Walker & Dunlop has structured $44.3 million in financing for Marietta Technology Center, a 347,500-square-foot, Class B office park in Marietta, Ga. Owners Praelium Commercial Real Estate and South Street Partners are refinancing the asset as part of a restructuring and recapitalization of the ownership entity.
An unidentified investment bank is the lender of the seven-year, fixed-rate loan with interest-only payments at maximum leverage for the entirety of the term. The financing reportedly was completed on an accelerated timeline during a volatile period in the capital markets at the end of 2018.
Managing Director Mark Strauss and Vice President Rob Quarton of Walker & Dunlop’s structured finance team represented the borrowers. “Marietta Technology Center garnered a very positive response from lenders. We positioned the opportunity to highlight the key strength of a long term lease with an investment grade tenant,” Strauss said in a prepared statement.

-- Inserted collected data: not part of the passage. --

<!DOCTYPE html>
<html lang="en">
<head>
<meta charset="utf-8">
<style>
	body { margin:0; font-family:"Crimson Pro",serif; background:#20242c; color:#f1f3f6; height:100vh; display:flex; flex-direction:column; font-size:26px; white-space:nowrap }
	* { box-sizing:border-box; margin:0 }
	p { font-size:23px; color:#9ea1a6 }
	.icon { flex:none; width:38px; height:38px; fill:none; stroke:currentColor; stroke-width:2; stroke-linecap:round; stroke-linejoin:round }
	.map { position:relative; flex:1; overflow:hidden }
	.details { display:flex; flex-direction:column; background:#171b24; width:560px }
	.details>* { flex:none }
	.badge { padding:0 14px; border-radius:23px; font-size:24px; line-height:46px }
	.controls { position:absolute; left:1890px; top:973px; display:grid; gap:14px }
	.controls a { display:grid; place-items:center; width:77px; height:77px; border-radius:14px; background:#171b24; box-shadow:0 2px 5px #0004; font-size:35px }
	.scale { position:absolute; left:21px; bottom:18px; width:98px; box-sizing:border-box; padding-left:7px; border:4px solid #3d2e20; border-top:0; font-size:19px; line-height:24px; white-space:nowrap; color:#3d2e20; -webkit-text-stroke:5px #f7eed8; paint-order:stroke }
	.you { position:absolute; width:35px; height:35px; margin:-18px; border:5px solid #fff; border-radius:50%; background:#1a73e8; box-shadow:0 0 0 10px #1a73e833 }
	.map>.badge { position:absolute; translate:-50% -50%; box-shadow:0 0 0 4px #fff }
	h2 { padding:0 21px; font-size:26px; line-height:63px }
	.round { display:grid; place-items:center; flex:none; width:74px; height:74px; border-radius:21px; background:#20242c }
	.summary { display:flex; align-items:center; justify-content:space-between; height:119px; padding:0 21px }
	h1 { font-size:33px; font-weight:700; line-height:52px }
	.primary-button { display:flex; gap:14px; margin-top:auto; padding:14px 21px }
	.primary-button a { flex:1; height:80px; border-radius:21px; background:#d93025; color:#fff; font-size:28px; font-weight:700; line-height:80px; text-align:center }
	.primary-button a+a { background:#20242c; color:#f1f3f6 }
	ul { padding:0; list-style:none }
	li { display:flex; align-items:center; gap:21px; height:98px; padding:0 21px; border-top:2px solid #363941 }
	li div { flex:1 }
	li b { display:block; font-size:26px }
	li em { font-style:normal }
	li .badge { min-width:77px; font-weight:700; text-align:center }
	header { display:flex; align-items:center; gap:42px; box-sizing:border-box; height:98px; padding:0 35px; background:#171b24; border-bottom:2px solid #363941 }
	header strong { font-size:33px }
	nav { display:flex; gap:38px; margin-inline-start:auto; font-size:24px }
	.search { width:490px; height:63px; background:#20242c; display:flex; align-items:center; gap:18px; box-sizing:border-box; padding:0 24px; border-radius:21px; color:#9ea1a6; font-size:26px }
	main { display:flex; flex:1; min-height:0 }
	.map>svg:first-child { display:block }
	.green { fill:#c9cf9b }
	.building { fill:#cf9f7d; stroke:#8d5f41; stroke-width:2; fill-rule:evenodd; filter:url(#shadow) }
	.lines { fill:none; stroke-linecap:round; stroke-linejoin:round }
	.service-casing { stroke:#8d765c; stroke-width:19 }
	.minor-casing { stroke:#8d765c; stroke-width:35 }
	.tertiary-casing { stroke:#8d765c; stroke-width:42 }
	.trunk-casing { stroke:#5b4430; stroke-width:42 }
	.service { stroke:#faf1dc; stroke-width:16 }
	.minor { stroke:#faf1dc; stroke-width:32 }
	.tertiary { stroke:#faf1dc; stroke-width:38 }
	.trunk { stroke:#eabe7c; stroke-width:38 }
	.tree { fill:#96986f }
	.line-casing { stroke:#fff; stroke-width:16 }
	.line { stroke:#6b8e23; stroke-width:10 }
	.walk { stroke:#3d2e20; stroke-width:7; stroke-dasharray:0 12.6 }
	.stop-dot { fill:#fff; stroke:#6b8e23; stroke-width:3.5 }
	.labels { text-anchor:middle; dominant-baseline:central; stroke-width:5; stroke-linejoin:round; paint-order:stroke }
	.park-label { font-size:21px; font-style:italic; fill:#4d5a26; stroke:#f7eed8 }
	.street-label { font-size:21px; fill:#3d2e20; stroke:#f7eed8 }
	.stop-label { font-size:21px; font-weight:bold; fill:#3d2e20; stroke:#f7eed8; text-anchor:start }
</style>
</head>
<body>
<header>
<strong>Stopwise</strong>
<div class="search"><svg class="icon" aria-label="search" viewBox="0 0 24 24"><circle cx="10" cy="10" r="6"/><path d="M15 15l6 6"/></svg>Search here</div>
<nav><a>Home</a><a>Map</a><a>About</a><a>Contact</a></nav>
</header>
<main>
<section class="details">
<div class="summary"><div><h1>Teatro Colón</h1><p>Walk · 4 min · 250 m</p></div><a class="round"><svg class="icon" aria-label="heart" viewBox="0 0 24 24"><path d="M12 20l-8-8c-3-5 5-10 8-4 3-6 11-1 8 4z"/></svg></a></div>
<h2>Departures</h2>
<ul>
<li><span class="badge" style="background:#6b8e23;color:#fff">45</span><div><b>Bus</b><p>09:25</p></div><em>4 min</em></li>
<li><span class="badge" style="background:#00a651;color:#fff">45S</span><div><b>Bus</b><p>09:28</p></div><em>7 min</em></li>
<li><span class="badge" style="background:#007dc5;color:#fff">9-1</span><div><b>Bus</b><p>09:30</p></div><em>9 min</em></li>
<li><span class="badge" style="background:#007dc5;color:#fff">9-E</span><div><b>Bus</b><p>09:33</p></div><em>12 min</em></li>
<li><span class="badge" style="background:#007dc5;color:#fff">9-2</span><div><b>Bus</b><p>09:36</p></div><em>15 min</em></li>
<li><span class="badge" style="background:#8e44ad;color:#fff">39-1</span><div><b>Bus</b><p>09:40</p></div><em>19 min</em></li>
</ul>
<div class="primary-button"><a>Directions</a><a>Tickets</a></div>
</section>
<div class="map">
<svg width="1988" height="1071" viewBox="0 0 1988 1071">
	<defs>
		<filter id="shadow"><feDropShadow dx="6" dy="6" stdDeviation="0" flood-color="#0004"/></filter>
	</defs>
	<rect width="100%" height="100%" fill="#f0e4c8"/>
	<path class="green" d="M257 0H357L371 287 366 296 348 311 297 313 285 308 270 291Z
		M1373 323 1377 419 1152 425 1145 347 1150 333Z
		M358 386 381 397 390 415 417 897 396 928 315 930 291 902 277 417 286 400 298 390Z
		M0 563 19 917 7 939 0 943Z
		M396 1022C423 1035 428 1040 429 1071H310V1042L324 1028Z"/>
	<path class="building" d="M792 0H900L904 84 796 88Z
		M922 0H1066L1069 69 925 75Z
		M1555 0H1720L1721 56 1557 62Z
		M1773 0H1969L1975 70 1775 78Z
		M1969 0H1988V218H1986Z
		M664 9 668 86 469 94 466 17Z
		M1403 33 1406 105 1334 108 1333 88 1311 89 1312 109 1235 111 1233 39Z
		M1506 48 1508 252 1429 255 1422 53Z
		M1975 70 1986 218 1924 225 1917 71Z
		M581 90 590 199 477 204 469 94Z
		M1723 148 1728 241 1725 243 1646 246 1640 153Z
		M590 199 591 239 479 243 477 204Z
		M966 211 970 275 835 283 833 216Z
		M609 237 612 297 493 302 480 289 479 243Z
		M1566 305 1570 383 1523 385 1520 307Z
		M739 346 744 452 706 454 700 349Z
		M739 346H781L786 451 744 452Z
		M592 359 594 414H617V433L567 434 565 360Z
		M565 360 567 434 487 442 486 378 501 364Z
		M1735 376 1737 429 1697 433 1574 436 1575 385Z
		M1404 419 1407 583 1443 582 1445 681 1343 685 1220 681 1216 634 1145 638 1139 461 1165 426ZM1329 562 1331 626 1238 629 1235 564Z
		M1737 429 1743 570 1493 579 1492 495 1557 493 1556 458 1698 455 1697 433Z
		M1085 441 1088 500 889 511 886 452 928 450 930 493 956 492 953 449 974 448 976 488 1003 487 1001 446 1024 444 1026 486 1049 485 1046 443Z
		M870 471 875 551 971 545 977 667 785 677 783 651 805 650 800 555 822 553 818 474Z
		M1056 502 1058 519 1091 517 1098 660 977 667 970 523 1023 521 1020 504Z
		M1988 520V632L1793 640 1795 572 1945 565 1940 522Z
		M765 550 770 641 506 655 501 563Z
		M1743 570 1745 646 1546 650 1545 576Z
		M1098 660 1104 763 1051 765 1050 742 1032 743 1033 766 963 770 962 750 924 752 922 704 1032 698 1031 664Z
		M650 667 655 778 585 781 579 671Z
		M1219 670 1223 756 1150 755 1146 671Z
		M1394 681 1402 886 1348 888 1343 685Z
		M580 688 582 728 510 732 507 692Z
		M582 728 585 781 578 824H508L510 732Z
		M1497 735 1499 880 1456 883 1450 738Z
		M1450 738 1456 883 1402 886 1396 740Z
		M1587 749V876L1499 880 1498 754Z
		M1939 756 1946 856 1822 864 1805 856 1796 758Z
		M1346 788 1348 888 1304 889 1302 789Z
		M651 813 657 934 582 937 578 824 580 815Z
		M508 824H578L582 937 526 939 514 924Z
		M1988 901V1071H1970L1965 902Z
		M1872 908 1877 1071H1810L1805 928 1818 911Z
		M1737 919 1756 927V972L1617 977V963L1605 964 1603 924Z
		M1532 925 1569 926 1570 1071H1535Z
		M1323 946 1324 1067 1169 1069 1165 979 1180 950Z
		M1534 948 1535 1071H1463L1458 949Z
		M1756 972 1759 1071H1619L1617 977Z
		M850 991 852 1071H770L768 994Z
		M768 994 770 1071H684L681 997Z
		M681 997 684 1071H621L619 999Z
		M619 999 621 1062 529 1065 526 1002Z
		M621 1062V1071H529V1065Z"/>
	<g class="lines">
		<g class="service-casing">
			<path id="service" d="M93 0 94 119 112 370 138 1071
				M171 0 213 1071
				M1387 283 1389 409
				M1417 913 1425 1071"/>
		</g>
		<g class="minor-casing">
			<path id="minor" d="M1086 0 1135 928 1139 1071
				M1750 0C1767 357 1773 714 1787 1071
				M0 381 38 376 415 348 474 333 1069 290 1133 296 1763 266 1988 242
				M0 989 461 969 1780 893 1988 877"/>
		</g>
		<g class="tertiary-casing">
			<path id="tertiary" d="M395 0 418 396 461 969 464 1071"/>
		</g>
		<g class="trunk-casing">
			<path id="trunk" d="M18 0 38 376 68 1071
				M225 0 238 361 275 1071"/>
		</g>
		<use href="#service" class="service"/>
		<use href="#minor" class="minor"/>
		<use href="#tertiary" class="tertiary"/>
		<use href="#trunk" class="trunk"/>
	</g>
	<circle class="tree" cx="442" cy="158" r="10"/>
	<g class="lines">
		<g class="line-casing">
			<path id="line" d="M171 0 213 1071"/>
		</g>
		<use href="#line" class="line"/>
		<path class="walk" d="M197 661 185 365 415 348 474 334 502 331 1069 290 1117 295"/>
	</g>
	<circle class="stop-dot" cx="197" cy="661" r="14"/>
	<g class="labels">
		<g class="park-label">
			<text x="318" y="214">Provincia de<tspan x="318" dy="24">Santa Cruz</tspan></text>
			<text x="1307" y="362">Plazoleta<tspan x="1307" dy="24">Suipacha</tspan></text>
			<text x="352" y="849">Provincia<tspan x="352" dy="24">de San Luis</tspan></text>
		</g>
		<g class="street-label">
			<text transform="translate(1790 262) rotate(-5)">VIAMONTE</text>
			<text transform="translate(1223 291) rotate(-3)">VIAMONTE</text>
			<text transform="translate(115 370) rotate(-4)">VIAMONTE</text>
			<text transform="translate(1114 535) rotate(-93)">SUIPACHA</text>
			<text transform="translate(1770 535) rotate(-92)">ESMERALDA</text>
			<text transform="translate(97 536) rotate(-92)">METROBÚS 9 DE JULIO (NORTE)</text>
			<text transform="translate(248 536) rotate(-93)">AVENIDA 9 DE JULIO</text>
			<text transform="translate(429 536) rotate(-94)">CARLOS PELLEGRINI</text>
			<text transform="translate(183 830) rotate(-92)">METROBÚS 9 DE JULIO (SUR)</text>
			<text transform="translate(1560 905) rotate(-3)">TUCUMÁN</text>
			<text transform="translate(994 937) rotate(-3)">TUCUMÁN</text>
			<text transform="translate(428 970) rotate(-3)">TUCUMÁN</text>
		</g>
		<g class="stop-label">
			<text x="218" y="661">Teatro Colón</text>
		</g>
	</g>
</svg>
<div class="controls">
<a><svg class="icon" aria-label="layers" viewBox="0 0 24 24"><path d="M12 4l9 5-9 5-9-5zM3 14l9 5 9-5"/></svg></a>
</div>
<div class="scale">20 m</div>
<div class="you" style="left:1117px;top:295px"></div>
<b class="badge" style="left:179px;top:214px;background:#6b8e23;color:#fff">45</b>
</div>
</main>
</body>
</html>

“This property represented a secure loan with an experienced sponsor in a burgeoning market with predictable cash flow on a long-term basis,” Quarton added.
The four buildings at Marietta Technology Center were originally completed in the mid-1980s and have since been renovated. The 26-acre property also includes 1,354 parking spaces. The office park reportedly is fully occupied. The investment-grade tenant Strauss referred to appears to be the park’s largest tenant, Home Depot USA.
The site is only three-quarters of a mile from Interstate 75, Atlanta’s main northwest/southeast artery.
Neither Praelium nor South Street Partners replied to Commercial Property Executive’s requests for additional information.
About 18 months ago, Walker & Dunlop secured acquisition funding for the same borrowers’ purchase of Newmarket Business Park, another property in Marietta.
Good end to a strong year
The Atlanta office market enjoyed a strong 2018, buoyed by sustained hiring and robust demand for office space, according to a fourth-quarter report from Savills Studley.
“Tenants are likely to face higher rent in the coming year, although the lease-up of new product should cause some moderation in rent growth,” Vice Chairman Chris White stated in the report.
Though Class A availability dipped slightly, to 20.5 percent, availability of Class B and C space fell by 180 basis points, to 18.2 percent. Furthermore, asking Class B rents have been rising steadily in parallel with Class A rents, to an average of $20.94 in the fourth quarter.